Observational Data-Driven Surface Concentration Derived from Satellite Columns

Satellite remote sensing in the ultraviolet, visible, and infrared spectral ranges have provided excellent spatiotemporal coverage of the Earth’s atmosphere and have tremendously advanced our understandings on the emissions, distributions, and trends of atmospheric compositions. However, these satellite observations are in general only sensitive to the total column abundance. It is a major challenge to accurately infer the correspondence between the observed atmospheric column and surface concentrations, which have important implications for human and ecosystem health, crop yield, and air quality. Typically, atmospheric chemical transport models are used to estimate the vertical distribution of trace gases that is strongly affected by PBL processes and to derive surface concentrations from satellite columns, and this adds additional uncertainty.

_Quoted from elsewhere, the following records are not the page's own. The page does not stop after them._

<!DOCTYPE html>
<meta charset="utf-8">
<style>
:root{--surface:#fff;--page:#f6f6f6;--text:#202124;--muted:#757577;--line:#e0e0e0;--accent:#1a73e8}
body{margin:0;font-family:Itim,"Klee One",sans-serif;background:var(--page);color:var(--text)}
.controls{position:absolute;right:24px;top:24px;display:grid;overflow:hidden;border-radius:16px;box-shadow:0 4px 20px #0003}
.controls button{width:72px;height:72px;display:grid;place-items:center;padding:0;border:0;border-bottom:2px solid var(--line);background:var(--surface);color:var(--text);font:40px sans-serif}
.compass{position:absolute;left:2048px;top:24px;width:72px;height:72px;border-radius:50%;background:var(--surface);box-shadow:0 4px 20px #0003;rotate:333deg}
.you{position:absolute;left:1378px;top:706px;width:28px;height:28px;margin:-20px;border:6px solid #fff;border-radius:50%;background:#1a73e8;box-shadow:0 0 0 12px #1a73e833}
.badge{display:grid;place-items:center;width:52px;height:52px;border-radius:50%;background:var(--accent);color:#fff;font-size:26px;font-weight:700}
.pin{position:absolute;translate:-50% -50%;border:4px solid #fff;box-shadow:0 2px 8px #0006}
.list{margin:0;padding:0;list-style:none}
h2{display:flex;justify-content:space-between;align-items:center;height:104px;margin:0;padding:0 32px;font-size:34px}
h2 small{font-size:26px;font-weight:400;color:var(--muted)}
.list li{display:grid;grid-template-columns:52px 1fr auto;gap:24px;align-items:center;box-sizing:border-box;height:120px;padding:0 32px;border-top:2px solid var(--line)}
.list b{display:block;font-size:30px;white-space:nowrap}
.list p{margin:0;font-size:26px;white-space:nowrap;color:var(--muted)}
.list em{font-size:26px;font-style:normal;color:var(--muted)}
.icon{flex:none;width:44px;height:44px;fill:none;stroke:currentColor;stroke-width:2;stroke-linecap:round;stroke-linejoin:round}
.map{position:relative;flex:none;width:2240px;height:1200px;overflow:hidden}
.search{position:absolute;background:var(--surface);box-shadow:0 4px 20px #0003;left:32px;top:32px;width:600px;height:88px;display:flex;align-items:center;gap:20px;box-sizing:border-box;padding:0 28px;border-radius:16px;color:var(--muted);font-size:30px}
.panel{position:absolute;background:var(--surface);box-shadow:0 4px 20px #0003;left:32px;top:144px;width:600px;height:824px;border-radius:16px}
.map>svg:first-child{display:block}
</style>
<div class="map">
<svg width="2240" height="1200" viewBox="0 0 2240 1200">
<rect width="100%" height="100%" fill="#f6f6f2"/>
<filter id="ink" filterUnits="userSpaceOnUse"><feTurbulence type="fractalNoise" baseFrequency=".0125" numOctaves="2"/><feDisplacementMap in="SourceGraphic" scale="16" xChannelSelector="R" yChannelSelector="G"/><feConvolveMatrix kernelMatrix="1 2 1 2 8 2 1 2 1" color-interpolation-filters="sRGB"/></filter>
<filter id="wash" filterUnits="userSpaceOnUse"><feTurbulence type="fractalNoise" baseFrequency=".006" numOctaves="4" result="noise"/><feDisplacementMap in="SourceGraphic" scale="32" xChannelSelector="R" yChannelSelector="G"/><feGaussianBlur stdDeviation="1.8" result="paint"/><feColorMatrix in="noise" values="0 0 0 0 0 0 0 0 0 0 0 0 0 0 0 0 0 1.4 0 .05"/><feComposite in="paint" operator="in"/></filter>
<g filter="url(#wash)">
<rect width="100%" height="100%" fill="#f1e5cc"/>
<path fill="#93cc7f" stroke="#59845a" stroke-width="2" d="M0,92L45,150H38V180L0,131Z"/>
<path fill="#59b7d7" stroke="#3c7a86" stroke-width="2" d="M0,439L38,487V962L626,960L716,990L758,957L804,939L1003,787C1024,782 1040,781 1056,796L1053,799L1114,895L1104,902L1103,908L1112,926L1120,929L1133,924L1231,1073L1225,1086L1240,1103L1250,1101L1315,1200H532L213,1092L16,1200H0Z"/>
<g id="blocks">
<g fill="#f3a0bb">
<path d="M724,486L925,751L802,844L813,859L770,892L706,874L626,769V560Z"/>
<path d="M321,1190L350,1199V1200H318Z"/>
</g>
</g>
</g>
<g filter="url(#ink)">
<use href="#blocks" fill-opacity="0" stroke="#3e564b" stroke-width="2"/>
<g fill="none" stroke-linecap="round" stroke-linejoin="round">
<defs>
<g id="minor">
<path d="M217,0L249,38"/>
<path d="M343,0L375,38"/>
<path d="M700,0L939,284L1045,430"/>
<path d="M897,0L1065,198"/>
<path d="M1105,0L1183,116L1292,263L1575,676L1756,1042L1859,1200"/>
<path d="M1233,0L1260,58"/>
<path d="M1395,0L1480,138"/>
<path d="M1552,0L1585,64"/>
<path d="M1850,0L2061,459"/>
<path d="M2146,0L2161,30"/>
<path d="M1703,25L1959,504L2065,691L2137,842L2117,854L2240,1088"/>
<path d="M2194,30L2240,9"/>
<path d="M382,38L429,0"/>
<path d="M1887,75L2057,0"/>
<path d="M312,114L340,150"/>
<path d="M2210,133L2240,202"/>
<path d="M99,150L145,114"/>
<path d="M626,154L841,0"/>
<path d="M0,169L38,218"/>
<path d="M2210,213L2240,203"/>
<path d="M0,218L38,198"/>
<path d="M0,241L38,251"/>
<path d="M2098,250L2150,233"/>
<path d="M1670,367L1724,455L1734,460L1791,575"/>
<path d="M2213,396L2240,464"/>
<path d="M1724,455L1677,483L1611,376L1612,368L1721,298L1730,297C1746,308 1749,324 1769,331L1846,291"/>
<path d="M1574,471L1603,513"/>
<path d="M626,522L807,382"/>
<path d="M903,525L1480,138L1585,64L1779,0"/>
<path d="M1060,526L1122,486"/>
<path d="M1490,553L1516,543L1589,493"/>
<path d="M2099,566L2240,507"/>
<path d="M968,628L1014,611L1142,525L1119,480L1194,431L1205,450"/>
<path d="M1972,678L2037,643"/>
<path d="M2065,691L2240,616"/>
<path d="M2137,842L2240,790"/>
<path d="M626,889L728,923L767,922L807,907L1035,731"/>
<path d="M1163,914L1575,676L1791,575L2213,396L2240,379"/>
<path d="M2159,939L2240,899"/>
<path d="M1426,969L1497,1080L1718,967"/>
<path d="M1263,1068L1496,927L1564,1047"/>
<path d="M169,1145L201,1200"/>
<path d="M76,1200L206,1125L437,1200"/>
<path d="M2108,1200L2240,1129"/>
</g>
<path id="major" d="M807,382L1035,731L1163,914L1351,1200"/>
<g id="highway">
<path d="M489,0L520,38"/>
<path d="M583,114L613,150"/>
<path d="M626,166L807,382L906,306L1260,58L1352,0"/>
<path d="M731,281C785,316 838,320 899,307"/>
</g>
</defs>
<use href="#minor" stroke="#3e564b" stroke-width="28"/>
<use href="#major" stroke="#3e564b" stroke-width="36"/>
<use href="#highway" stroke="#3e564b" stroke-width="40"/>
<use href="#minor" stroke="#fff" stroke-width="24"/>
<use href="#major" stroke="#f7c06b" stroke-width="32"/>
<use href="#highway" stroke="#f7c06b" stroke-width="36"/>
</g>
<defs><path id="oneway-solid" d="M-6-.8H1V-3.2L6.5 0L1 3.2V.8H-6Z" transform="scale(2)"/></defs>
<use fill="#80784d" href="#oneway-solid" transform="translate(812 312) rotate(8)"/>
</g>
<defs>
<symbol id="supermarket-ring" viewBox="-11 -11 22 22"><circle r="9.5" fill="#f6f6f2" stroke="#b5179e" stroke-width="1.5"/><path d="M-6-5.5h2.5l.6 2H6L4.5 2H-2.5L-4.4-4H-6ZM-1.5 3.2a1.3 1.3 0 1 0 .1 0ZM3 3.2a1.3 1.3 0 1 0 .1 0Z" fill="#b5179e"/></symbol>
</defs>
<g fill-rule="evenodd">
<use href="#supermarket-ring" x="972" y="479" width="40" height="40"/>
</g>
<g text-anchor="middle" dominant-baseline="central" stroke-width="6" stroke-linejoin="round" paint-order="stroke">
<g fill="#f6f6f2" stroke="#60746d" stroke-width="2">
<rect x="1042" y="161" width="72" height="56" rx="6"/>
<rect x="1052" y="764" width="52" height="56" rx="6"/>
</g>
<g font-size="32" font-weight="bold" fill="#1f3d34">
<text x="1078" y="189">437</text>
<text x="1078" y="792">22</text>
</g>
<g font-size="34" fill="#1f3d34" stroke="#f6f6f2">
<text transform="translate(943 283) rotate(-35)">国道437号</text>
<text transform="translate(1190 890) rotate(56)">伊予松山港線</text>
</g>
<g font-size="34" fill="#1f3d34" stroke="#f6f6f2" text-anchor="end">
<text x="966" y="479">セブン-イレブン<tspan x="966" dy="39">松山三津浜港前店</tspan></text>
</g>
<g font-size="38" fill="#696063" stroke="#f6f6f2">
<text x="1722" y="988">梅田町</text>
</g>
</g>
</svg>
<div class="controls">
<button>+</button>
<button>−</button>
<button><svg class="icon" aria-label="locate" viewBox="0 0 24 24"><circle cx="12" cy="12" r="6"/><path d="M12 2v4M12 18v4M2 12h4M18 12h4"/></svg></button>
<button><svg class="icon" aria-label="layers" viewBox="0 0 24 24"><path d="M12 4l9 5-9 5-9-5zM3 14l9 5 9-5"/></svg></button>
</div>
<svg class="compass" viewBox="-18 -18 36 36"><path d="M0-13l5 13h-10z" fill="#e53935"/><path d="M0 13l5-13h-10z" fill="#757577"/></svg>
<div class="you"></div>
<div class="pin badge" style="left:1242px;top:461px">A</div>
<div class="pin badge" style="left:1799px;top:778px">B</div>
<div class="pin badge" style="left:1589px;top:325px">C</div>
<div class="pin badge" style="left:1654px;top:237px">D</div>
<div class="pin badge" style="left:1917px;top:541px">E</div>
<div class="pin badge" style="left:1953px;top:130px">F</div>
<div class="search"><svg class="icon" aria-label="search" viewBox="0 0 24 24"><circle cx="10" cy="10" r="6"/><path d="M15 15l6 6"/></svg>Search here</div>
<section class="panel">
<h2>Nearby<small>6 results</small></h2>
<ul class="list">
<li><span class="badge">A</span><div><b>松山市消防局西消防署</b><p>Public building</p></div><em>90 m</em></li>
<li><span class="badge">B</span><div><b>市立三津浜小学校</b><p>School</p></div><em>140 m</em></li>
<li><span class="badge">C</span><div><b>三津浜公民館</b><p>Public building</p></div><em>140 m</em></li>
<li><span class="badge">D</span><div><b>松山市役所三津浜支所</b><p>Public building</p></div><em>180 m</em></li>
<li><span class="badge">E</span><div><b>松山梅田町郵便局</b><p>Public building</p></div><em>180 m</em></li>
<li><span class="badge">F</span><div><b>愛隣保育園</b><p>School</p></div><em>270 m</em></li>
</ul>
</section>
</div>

We will present an observational-driven framework to infer PBL and surface concentrations of reactive trace gases from satellite column measurements through the incorporation of spaceborne and suborbital remote sensing, existing in situ aircraft profile observations, and measurements from commercial airlines. This approach involves (1) deriving representative, planet boundary layer height (PBLH)-based vertical profiles for reactive trace gases such as formaldehyde, ammonia, and NO2 from aircraft measurements, (2) constraining PBLH from (re)analysis using LIDAR and aircraft profiles and constructing spatiotemporally resolved PBLH field, and (3) deriving satellite-based surface concentration data, merging multiple datasets to a high-resolution, common grid, and validating the results using ground-based networks.